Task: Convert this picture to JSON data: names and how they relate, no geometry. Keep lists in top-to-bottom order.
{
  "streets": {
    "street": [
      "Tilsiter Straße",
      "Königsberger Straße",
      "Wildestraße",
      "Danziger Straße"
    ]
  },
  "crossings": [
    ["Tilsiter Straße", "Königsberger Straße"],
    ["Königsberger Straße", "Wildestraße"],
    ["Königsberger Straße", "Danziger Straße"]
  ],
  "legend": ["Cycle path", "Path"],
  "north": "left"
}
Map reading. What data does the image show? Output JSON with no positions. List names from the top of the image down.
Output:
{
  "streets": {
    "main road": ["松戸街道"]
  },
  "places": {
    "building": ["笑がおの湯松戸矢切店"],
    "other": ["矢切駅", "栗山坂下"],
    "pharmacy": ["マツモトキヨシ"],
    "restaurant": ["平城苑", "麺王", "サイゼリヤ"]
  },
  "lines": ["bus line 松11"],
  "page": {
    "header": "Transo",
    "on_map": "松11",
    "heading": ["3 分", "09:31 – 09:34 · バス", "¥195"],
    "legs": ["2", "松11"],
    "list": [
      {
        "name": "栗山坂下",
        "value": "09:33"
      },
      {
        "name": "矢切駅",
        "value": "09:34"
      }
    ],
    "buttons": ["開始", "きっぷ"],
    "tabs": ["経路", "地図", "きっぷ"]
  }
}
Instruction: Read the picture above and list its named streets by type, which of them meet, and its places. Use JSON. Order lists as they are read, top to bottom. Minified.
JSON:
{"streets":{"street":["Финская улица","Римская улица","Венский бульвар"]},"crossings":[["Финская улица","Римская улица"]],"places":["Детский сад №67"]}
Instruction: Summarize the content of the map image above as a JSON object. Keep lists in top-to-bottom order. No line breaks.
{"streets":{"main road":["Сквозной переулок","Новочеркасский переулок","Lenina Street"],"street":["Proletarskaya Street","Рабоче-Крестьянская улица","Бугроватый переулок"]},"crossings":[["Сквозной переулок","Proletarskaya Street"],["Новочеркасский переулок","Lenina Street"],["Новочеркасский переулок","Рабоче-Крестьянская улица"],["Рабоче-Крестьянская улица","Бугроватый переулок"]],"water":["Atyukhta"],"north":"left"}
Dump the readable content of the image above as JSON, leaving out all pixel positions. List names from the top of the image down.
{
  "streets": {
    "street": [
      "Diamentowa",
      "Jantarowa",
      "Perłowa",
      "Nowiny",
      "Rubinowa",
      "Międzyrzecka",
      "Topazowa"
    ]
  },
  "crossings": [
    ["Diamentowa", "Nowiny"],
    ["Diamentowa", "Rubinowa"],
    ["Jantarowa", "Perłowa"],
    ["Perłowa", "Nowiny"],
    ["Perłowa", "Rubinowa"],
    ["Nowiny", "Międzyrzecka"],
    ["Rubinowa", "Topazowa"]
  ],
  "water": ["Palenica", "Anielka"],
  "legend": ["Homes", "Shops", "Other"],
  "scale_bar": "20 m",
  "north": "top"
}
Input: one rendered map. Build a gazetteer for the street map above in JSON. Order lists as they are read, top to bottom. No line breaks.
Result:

★ ★ ★ ★ ★

# GOAL OF THE EXERCISE:
Give back all the records above exactly. Keep every word.

# TASK OUTPUT:
Task: Convert this picture to JSON data: names and how they relate, no geometry. Keep lists in top-to-bottom order.
{
  "streets": {
    "street": [
      "Tilsiter Straße",
      "Königsberger Straße",
      "Wildestraße",
      "Danziger Straße"
    ]
  },
  "crossings": [
    ["Tilsiter Straße", "Königsberger Straße"],
    ["Königsberger Straße", "Wildestraße"],
    ["Königsberger Straße", "Danziger Straße"]
  ],
  "legend": ["Cycle path", "Path"],
  "north": "left"
}
Map reading. What data does the image show? Output JSON with no positions. List names from the top of the image down.
Output:
{
  "streets": {
    "main road": ["松戸街道"]
  },
  "places": {
    "building": ["笑がおの湯松戸矢切店"],
    "other": ["矢切駅", "栗山坂下"],
    "pharmacy": ["マツモトキヨシ"],
    "restaurant": ["平城苑", "麺王", "サイゼリヤ"]
  },
  "lines": ["bus line 松11"],
  "page": {
    "header": "Transo",
    "on_map": "松11",
    "heading": ["3 分", "09:31 – 09:34 · バス", "¥195"],
    "legs": ["2", "松11"],
    "list": [
      {
        "name": "栗山坂下",
        "value": "09:33"
      },
      {
        "name": "矢切駅",
        "value": "09:34"
      }
    ],
    "buttons": ["開始", "きっぷ"],
    "tabs": ["経路", "地図", "きっぷ"]
  }
}
Instruction: Read the picture above and list its named streets by type, which of them meet, and its places. Use JSON. Order lists as they are read, top to bottom. Minified.
JSON:
{"streets":{"street":["Финская улица","Римская улица","Венский бульвар"]},"crossings":[["Финская улица","Римская улица"]],"places":["Детский сад №67"]}
Instruction: Summarize the content of the map image above as a JSON object. Keep lists in top-to-bottom order. No line breaks.
{"streets":{"main road":["Сквозной переулок","Новочеркасский переулок","Lenina Street"],"street":["Proletarskaya Street","Рабоче-Крестьянская улица","Бугроватый переулок"]},"crossings":[["Сквозной переулок","Proletarskaya Street"],["Новочеркасский переулок","Lenina Street"],["Новочеркасский переулок","Рабоче-Крестьянская улица"],["Рабоче-Крестьянская улица","Бугроватый переулок"]],"water":["Atyukhta"],"north":"left"}
Dump the readable content of the image above as JSON, leaving out all pixel positions. List names from the top of the image down.
{
  "streets": {
    "street": [
      "Diamentowa",
      "Jantarowa",
      "Perłowa",
      "Nowiny",
      "Rubinowa",
      "Międzyrzecka",
      "Topazowa"
    ]
  },
  "crossings": [
    ["Diamentowa", "Nowiny"],
    ["Diamentowa", "Rubinowa"],
    ["Jantarowa", "Perłowa"],
    ["Perłowa", "Nowiny"],
    ["Perłowa", "Rubinowa"],
    ["Nowiny", "Międzyrzecka"],
    ["Rubinowa", "Topazowa"]
  ],
  "water": ["Palenica", "Anielka"],
  "legend": ["Homes", "Shops", "Other"],
  "scale_bar": "20 m",
  "north": "top"
}
Input: one rendered map. Build a gazetteer for the street map above in JSON. Order lists as they are read, top to bottom. No line breaks.
Result:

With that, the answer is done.